I’ve been involved with the FPS since my early days at Rock & Alluvium where I sat on the Technical Committee. Central Piling joined around eight years ago. At the time, I saw it as an opportunity to help improve the business and provide a benchmark against other contractors. Since then as the company has matured and I see our participation more about playing a part in improving the lives of people working in the industry.

As Chair of the FPS, what does your role involve? 
As well as the administrative side of the role, I’m the figurehead and responsible along with the rest of the Executive Committee for agreeing lots of the initiatives that the FPS undertakes. I’ll stay closely involved with many of those through their evolution.

What are your ambitions for the Federation of Piling Specialists over the next two year? 
I’m particularly keen to ensure that the FPS messages resonate with more people, so I’m working hard to ensure that we look at alternative methods of outreach such as the blogs, podcasts and the webinar series that we’ve launched. My passion for wellbeing and equality is quite well established so they will be very prominent themes during my tenure. Nevertheless, the traditional FPS priorities such as site safety and commercial good practice will still be an integral part of FPS activity.

Why do you feel the FPS is important to the industry? 
As a collective representing approximately 80% of the industry by turnover, we have a very strong influence when producing statements on sector issues. The various committees also contain the best minds within the industry in their respective fields and the FPS provides a forum in which they can work together to produce best practice guidance.

What changes would you like to see implemented within the geotechnical industry? 
We need to make the industry more inclusive. There are practical ways to do this which the FPS is actively pursuing such as the mentoring scheme, internships and networking opportunities.
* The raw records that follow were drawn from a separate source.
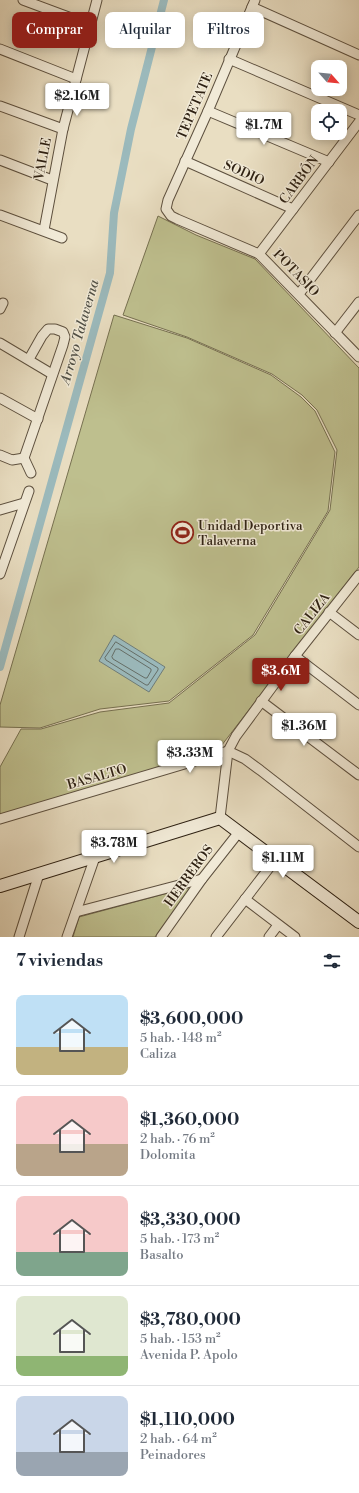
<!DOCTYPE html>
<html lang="es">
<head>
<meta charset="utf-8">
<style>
	:root { --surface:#fff; --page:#f6f6f7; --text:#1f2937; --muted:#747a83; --line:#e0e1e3; --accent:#8f2418 }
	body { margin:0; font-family:"Libre Bodoni",serif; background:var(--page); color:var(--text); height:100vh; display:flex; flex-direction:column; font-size:15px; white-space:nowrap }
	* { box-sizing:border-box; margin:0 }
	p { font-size:13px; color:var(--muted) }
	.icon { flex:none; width:22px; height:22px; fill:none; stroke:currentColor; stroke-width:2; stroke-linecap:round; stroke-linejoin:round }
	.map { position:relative; height:937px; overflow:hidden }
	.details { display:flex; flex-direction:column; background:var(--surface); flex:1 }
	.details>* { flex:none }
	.guide { position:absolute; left:12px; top:12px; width:335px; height:36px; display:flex; gap:8px }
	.needle { width:26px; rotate:117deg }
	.fabs { position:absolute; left:311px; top:60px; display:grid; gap:8px }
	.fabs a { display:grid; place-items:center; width:36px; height:36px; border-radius:8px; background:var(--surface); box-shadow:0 2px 10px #0003; font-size:20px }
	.price { position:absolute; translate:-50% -34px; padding:0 9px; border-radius:4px; background:#fff; color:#222; font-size:13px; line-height:26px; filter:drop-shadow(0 1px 2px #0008) }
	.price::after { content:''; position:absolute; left:50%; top:24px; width:12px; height:9px; margin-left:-6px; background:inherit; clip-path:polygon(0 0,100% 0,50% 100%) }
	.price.active { background:var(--accent); color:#fff }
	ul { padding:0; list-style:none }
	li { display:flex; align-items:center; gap:12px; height:100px; padding:0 16px }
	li+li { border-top:1px solid var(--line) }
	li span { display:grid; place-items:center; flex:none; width:112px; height:80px; border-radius:8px; color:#555 }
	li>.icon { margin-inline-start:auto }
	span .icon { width:48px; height:48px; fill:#fffc; stroke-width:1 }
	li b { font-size:17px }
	h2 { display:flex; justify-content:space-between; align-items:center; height:48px; padding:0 16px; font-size:17px }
	.chip { padding:0 14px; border-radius:8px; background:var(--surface); box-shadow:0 2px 10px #0003; font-size:14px; line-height:36px }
	.chip.active { background:var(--accent); color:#fff }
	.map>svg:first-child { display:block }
</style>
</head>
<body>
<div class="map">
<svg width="359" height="937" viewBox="0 0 359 937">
	<rect width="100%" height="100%" fill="#e9dec2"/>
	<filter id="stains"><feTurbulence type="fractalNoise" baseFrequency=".005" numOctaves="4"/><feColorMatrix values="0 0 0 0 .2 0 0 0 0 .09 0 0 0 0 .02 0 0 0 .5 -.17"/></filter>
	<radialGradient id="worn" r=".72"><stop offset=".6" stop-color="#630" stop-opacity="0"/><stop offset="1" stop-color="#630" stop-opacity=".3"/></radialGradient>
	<g fill="#bebf8e" stroke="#767050">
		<polygon points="158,216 196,235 255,259 359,368 359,567 218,750 0,816 0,767 21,729 41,729 100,712 169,703 255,635 330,510 337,450 317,410 302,395 272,374 187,337 123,315"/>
		<polygon points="114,315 187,338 271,375 301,397 315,411 335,452 328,511 253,635 169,701 100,709 40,728 0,727 0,705"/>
		<polygon points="194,886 155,937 73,937 79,917"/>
	</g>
	<polygon fill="#9bbabd" stroke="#6f7d79" points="114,635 165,667 149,692 99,661"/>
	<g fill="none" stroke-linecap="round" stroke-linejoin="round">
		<g stroke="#646e68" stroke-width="1">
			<polygon points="116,642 158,668 158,670 148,685 146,685 106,660 105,658"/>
			<polygon points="116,649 119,649 151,669 151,671 147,678 145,678 113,659 112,657"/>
		</g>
		<polyline stroke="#9bbabd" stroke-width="8" points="0,667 110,273 114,213 131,129 164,0"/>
		<defs>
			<g id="street">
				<polyline points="23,0 90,25"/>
				<polyline points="255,0 208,111 168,200 166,209 171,216 177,219 259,254 359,357"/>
				<polyline points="252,7 359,55"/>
				<polyline points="0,49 76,79"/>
				<polyline points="229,59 359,115"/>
				<polyline points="0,106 63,129"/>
				<polyline points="208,111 329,162"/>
				<polyline points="0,160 52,180"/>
				<polyline points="185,161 293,209"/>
				<polyline points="0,215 62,238"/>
				<polyline points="44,230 63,129 97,0"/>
				<polyline points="259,254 359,122"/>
				<polyline points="299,294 359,215"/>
				<polyline points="0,309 3,303"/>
				<polyline points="335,333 359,302"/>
				<polyline points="0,343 52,374"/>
				<polyline points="0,398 38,419"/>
				<polyline points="0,455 12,460 24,458"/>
				<polyline points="24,458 63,345 65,337 63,332 55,329 48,329 42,336 29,359"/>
				<polyline points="24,458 31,473"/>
				<polyline points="0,510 24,503"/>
				<polyline points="0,574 29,491"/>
				<polyline points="329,612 359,635"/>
				<polyline points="295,656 359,705"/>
				<polyline points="261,701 359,775"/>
				<polyline points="220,818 228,751 236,736 295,656 359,575"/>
				<polyline points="0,819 228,751 245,759 260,770 359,847"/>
				<polyline points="245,899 295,937"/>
				<polyline points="76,912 202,879"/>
				<polyline points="19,937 39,874"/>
				<polyline points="67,937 95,857"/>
				<polyline points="161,937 202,879 239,832"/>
				<polyline points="216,937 276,859"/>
				<polyline points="269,937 278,925"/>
			</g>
			<polyline id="secondary" points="0,886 220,818 359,922"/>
		</defs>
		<use href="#street" stroke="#5d503f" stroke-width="11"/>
		<use href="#secondary" stroke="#2e2113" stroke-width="14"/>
		<use href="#street" stroke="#f1ead7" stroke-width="9"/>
		<use href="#secondary" stroke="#f1ead7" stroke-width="12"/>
	</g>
	<defs>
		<symbol id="stadium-ring" viewBox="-11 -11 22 22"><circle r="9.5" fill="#f1ead7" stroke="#8f2418" stroke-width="1.5"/><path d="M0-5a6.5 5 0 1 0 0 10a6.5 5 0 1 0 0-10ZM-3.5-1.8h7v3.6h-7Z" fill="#8f2418"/></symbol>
	</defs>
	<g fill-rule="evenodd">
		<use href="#stadium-ring" x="170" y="520" width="25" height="25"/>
	</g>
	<g text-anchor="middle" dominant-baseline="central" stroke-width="3" stroke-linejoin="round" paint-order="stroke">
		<g font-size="13" fill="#2e2113" stroke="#f1ead7">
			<text transform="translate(195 106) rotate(-67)">TEPETATE</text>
			<text transform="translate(43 159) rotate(-79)">VALLE</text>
			<text transform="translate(244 173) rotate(24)">SODIO</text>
			<text transform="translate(299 180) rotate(-53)">CARBÓN</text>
			<text transform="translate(296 273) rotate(46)">POTASIO</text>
			<text transform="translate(312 614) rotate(-52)">CALIZA</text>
			<text transform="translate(97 777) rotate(-16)">BASALTO</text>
			<text transform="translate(189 876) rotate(-54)">HERREROS</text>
		</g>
		<g font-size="13" fill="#2e2113" stroke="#f1ead7" text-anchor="start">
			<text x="198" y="526">Unidad Deportiva<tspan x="198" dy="15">Talaverna</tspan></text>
		</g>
		<g font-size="14" font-style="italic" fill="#4f4f46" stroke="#f1ead7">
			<text transform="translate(80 332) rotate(-74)">Arroyo Talaverna</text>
		</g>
	</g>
	<rect width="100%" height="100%" filter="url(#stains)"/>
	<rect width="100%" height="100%" fill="url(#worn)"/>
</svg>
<div class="fabs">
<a><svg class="needle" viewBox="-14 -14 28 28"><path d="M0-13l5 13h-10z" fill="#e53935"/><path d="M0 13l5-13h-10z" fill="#747a83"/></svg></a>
<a><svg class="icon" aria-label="locate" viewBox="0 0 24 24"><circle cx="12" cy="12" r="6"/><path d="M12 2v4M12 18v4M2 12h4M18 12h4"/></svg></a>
</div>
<b class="price" style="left:77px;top:117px">$2.16M</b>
<b class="price" style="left:264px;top:146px">$1.7M</b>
<b class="price active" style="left:281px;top:692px">$3.6M</b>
<b class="price" style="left:304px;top:747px">$1.36M</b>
<b class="price" style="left:190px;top:774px">$3.33M</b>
<b class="price" style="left:114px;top:864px">$3.78M</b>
<b class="price" style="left:283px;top:879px">$1.11M</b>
<div class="guide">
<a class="chip active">Comprar</a>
<a class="chip">Alquilar</a>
<a class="chip">Filtros</a>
</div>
</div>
<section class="details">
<h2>7 viviendas<svg class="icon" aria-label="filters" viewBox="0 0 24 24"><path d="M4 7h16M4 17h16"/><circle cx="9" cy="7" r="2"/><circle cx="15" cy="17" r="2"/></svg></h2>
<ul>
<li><span style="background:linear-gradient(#bfe0f5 65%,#c2b280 0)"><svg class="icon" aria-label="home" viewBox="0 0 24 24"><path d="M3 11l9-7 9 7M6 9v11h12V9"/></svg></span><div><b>$3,600,000</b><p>5 hab. · 148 m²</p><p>Caliza</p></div></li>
<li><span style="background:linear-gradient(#f6c9c9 60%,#b9a48a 0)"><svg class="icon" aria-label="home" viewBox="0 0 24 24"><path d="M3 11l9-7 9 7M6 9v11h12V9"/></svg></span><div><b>$1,360,000</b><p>2 hab. · 76 m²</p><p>Dolomita</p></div></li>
<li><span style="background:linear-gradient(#f6c9c9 70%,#7fa58c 0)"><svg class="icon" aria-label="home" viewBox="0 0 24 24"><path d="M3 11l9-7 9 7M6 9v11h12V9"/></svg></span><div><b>$3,330,000</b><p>5 hab. · 173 m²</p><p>Basalto</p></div></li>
<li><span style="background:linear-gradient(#dfe7d0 75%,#8fb573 0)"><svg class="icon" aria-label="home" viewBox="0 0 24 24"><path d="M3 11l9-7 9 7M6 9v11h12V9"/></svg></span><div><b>$3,780,000</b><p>5 hab. · 153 m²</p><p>Avenida P. Apolo</p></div></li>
<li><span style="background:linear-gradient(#c9d6e8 70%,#9aa5b1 0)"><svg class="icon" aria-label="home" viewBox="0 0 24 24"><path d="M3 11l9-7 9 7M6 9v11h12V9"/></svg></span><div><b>$1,110,000</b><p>2 hab. · 64 m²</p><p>Peinadores</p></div></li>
</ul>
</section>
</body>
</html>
Improving occupational health will also be beneficial in addressing the lack of gender and BAME diversity but it is important to everyone.

How do you feel COVID-19 has affected the construction industry and what can be done so the industry can make a full recovery? 
It’s been a challenging period in many different ways. Friends of mine have struggled with the isolation and the uncertainty that has developed. The industry has adapted well and ultimately the work will return to normal levels. The financial support from the government and ultimately the guidance via Build UK have also been welcomed. Changes to some of our working practices have additionally provided an indicator of how we can work more sustainably in the future.